The plan shall be formulated to facilitate quarterly reductions in the volume of the adversely classified assets reflected in the Report of Examination, so that by June 30, 2005, the level of such volume of adversely classified assets shall not exceed 50 percent of Tier 1 capital plus the allowance for loan and lease losses.

(c) Within 30 days after the Regional Director and the Commissioner respond to the plan, the Bank shall resubmit the plan, if necessary, to include any modifications or amendments requested by the Regional Director and the Commissioner. Within 30 days after receiving written notice from the Regional Director and the Commissioner that the plan is acceptable, the Bank's board of directors shall adopt it. The Bank shall then immediately initiate measures detailed in the plan to the extent such measures have not been initiated.

(d) For purposes of the plan, the reduction of the level of adversely classified assets as of August 9, 2004, to a specified percentage of Tier 1 capital plus the allowance for loan and lease losses may be accomplished by:

    (i) Charge-off;

    (ii) Collection;

    (iii) Sufficient improvement in the quality of adversely classified assets so as to warrant removing any adverse classification, as determined by the FDIC or the State; or

    (iv) Increase of Tier 1 capital.

(e) While this ORDER is in effect, the Bank shall eliminate from its books, by charge-off or collection, all assets or portions of assets classified Loss as determined at any future examination conducted by the FDIC or the State.
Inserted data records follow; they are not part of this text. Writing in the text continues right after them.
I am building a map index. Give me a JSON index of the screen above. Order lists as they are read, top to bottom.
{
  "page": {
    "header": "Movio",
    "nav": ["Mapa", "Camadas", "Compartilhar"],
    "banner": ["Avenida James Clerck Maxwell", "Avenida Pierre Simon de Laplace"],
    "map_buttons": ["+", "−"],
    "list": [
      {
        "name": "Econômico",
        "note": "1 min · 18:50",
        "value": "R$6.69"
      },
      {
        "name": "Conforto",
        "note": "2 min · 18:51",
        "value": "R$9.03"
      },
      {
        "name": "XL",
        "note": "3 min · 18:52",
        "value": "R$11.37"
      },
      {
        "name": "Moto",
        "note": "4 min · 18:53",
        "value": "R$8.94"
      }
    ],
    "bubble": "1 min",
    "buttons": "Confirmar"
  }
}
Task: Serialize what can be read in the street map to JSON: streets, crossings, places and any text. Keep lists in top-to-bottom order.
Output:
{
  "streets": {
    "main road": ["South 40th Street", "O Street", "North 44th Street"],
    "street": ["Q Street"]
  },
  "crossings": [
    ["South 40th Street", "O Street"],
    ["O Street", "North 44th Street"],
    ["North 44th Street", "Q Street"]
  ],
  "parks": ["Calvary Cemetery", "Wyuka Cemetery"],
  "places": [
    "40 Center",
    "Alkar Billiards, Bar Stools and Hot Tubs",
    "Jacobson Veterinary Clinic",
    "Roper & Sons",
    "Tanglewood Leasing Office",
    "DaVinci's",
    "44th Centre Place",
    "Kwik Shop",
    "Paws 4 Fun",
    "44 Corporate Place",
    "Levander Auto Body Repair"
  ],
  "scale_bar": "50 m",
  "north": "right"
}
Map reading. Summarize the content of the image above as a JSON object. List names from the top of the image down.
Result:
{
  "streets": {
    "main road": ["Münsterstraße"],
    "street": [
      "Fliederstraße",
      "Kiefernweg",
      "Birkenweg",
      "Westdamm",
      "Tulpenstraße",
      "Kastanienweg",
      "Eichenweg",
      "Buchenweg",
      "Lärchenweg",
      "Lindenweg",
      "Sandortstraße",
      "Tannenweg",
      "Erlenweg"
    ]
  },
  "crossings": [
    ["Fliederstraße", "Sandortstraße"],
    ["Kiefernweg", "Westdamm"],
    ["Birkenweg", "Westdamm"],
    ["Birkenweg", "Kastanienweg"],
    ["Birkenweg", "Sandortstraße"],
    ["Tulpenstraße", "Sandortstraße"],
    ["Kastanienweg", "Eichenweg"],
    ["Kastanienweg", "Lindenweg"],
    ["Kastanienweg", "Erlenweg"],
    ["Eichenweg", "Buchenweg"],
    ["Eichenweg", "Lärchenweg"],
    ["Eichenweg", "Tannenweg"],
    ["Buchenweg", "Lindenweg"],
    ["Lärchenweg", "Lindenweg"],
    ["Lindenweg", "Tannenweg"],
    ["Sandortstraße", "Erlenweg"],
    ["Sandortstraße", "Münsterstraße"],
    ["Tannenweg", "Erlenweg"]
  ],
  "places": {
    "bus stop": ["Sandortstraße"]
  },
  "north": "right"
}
[.14] 14. (a) While this ORDER is in effect, the Bank shall not extend, directly or indirectly, any additional credit to or for the benefit of any borrower who has an extension of credit with the Bank that has been classified Loss, either in whole or in part, and is uncollected, or to any borrower who is already obligated in any manner to the Bank on any extension of credit, including any portion thereof, that has been charged off the books of the Bank and remains uncollected. The requirements of this paragraph shall not prohibit the Bank from renewing credit already extended to a borrower after full collection, in cash, of interest due from the borrower.

(b) While this ORDER is in effect, the Bank shall not extend, directly or indirectly, any additional credit to or for the benefit of any borrower whose extension of credit is classified Doubtful and/or Substandard, either in whole or in part, and is uncollected, unless:

    (i) All accrued and unpaid interest has been collected in full;

    (ii) The Bank's board of directors has signed a detailed written statement giving reasons why failure to extend such credit would be detrimental to the best interests of the Bank; and

    (iii) The statement has been placed in the appropriate loan file and included in the minutes of the applicable board of directors' meeting.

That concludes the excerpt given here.